We already have discussed the migration habits of millennials after the Great Recession. Now, we’ll discuss the migration habits of baby boomers and the similarities as well as differences to those of millennials.
How Often Seniors Move
Seniors have traditionally been more sedentary than younger people. They tend to move less often, but when they move they often make drastic changes. For instance, some seniors, after retirement, may decide to move from the city to the country. Others may change states, preferring to live where there are higher concentrations of other seniors. Whatever the case, in 2004-2005, people fifty-five years and older moved at a rate of 2.5 versus 9.0 for younger Americans. By 2006-2007, those numbers dropped to 2.0 and 7.5, respectively. In 2007-2008, senior migration lowered slightly to about 1.75 and remained between 1.5 and 2.0 through 2016-2017, showing fewer fluctuations than the migration rate of younger people.
Where Do Seniors Move To and From
For people fifty-five years and older, the top migration magnets from 2004-2007 were Phoenix, Atlanta, Dallas, Tampa, and Houston. From 2007-2012, seniors preferred Phoenix, Riverside, Tampa, Austin, and Atlanta; and from 2012-2017, the fifty-five plus sect preferred Phoenix, Tampa, Riverside, Las Vegas, and Jacksonville. In all three time periods, Phoenix was a draw for between 16,000 and 18,275 seniors. The second city on the list each year saw fewer than 10,000 senior migrants.

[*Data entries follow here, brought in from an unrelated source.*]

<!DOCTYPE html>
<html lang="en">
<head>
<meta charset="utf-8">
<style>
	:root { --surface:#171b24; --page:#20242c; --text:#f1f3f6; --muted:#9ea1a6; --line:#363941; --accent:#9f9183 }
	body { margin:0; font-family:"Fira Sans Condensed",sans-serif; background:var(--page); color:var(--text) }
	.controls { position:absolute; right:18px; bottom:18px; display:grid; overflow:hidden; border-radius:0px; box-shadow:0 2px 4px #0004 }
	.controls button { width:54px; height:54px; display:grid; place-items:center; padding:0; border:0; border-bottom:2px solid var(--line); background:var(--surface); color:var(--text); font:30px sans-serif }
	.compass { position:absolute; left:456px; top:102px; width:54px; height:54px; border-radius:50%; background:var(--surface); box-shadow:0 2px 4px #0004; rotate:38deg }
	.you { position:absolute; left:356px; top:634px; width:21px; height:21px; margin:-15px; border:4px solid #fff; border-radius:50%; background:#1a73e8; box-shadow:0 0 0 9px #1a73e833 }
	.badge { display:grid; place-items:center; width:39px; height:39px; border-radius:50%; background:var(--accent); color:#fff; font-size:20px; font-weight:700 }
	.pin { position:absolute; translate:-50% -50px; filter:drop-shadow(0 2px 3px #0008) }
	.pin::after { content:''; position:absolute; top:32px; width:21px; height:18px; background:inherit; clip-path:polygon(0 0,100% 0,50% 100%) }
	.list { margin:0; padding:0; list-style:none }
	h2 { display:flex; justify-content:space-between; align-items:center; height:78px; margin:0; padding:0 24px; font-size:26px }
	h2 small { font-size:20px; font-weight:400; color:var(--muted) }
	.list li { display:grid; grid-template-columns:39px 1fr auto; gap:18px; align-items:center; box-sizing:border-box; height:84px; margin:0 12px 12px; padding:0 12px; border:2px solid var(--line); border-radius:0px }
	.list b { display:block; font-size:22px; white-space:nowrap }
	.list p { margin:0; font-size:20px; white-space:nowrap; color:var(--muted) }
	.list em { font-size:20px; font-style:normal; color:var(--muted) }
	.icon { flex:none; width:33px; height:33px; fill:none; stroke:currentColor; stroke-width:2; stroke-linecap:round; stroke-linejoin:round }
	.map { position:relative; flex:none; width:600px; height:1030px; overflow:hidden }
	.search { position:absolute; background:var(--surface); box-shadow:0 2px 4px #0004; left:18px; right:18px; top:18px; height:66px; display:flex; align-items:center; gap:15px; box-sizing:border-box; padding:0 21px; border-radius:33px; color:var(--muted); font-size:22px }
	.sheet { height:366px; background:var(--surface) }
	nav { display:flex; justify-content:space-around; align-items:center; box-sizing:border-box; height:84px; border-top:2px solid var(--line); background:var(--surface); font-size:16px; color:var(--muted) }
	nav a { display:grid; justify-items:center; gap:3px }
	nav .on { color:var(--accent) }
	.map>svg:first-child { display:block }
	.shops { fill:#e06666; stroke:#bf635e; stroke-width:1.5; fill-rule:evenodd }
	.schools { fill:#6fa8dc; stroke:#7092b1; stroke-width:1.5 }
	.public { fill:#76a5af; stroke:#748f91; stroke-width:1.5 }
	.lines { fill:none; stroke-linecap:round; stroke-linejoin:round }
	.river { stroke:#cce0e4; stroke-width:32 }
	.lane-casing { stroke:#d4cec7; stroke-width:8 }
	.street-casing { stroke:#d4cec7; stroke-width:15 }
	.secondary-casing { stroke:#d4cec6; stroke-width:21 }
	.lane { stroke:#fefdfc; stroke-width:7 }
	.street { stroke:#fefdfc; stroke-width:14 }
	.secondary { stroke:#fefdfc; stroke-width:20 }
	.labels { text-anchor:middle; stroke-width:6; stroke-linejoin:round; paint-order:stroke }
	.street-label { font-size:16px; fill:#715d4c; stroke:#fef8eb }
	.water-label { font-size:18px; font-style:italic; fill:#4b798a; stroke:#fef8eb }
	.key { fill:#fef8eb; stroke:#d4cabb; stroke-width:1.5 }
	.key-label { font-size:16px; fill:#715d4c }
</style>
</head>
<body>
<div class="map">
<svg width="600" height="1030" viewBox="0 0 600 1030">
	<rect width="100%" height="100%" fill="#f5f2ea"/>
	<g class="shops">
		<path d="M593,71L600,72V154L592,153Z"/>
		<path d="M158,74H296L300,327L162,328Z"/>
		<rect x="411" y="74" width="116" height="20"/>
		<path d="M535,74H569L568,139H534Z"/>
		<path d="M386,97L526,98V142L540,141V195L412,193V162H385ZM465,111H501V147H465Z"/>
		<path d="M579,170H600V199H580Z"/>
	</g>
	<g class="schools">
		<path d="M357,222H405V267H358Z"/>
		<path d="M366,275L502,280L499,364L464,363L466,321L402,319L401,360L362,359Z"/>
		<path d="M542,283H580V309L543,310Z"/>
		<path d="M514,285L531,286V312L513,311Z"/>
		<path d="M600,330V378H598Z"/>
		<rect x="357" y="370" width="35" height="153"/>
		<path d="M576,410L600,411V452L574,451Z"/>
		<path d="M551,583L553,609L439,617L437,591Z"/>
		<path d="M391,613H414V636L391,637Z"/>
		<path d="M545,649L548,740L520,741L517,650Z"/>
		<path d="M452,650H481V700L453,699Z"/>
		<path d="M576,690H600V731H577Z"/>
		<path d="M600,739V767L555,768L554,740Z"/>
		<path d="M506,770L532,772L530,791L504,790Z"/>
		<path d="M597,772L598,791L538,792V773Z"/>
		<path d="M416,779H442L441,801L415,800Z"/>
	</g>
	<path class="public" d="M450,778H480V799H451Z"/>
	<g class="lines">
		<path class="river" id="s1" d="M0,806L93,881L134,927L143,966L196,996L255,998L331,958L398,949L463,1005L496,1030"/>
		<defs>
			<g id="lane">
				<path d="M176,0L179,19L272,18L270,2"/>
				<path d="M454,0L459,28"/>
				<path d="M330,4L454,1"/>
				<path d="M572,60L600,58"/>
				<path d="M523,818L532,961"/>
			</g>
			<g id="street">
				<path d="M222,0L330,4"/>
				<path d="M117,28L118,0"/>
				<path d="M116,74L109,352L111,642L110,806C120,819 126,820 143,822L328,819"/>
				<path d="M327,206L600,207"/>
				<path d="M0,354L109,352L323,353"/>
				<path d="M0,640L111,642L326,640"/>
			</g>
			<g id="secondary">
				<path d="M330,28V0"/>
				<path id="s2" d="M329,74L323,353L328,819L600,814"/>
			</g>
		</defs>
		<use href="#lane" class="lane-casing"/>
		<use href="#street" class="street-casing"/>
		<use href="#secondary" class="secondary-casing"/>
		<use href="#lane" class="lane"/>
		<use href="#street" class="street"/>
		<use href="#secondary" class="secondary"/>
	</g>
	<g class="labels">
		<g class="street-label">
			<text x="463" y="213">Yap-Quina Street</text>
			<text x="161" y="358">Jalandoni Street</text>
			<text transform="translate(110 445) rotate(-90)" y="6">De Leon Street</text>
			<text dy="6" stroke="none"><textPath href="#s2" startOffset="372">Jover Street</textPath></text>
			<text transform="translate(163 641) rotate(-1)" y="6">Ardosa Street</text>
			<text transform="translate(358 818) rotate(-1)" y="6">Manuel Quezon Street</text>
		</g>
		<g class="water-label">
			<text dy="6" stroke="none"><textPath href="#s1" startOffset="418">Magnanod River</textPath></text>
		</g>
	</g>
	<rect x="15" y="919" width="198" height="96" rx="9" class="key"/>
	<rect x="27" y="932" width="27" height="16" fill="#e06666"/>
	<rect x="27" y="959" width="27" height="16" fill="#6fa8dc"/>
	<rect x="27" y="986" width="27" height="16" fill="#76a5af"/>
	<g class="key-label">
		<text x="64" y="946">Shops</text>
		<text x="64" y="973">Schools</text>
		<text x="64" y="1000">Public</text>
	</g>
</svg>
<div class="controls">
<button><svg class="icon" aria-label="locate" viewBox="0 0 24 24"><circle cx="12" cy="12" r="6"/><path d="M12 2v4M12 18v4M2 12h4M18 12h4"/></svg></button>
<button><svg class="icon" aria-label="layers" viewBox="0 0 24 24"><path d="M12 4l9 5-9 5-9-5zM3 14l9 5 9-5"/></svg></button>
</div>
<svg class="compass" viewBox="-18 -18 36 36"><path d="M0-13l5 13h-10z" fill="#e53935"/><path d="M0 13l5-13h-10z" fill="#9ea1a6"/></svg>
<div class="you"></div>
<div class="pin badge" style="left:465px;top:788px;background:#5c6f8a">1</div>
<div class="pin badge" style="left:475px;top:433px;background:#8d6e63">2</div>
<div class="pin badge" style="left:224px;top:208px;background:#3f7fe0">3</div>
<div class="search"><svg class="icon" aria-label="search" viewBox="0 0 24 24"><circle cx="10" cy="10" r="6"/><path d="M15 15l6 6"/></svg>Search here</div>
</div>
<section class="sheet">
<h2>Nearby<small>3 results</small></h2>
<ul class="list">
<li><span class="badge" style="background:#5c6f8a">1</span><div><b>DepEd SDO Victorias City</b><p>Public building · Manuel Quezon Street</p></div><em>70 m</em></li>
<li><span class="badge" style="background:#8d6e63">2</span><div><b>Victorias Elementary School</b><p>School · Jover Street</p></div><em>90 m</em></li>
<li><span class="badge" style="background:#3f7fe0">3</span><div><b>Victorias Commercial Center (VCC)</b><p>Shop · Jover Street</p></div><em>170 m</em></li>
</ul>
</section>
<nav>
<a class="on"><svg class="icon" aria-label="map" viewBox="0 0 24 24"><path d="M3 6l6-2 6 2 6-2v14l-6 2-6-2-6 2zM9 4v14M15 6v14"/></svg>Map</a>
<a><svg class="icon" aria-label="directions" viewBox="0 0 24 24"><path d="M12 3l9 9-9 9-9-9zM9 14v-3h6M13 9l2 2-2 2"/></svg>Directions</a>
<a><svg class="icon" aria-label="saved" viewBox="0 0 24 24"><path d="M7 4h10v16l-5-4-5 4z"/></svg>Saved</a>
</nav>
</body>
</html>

It’s clear the migration patterns for seniors is different from that of younger persons. While both preferred the Sun Belt, the migration pattern for seniors is narrower, less diverse. The metro areas with the largest net migration losses for seniors included New York, Los Angeles, Chicago, and Washington D.C. for all three time periods. However, New Orleans was among the top five pre-recession while San Francisco made the top five in both time periods post-recession. It appears that seniors want to stay away from New York and California while migrating toward Florida and Arizona, or the southwest.
Other Ways Seniors Differ From Millennials in Migration Patterns
Millennials tend to shy away from pricey areas, or metro areas where the cost of living is high. However, they are spread out more broadly across the country than seniors, who also prefer to stay away from places with a high cost of living. Millennials also prefer local economies based on education or knowledge, areas known for their sophistication rather than luxury. And they are more mobile than their older counterparts, able to shift to meet new opportunities as they arise. Seniors prefer warmer climates, areas rich with recreational opportunities, and places known for attracting retirees.
In all three time periods, both seniors and millennials moved away from New York, Los Angeles, and Chicago in droves. The net migration magnets for both cohorts were most similar prior to the Great Recession when both seniors and millennials preferred Phoenix, Atlanta, and Houston. The differences were millennials chose Riverside and Charlotte more often while seniors moved to Dallas and Tampa more often. New Census Bureau information indicates millennials today prefer educated places highly affordable economies, such as Minneapolis and Kansas City. Information regarding these migration flows is taken from a study by the Brookings Institution.
Where Should You Invest in Real Estate?
It’s clear from this data that real estate investors interested in targeting millennials and those targeting seniors will want to look at different areas and demographics. The Sun Belt is hot for both markets, but seniors, who are likely downsizing, prefer retirement locales while young millennials prefer places with educational amenities such as book stores, museums, and colleges. These observations should be true whether you invest in traditional real estate or invest through a marketplace lending platform like Sharestates.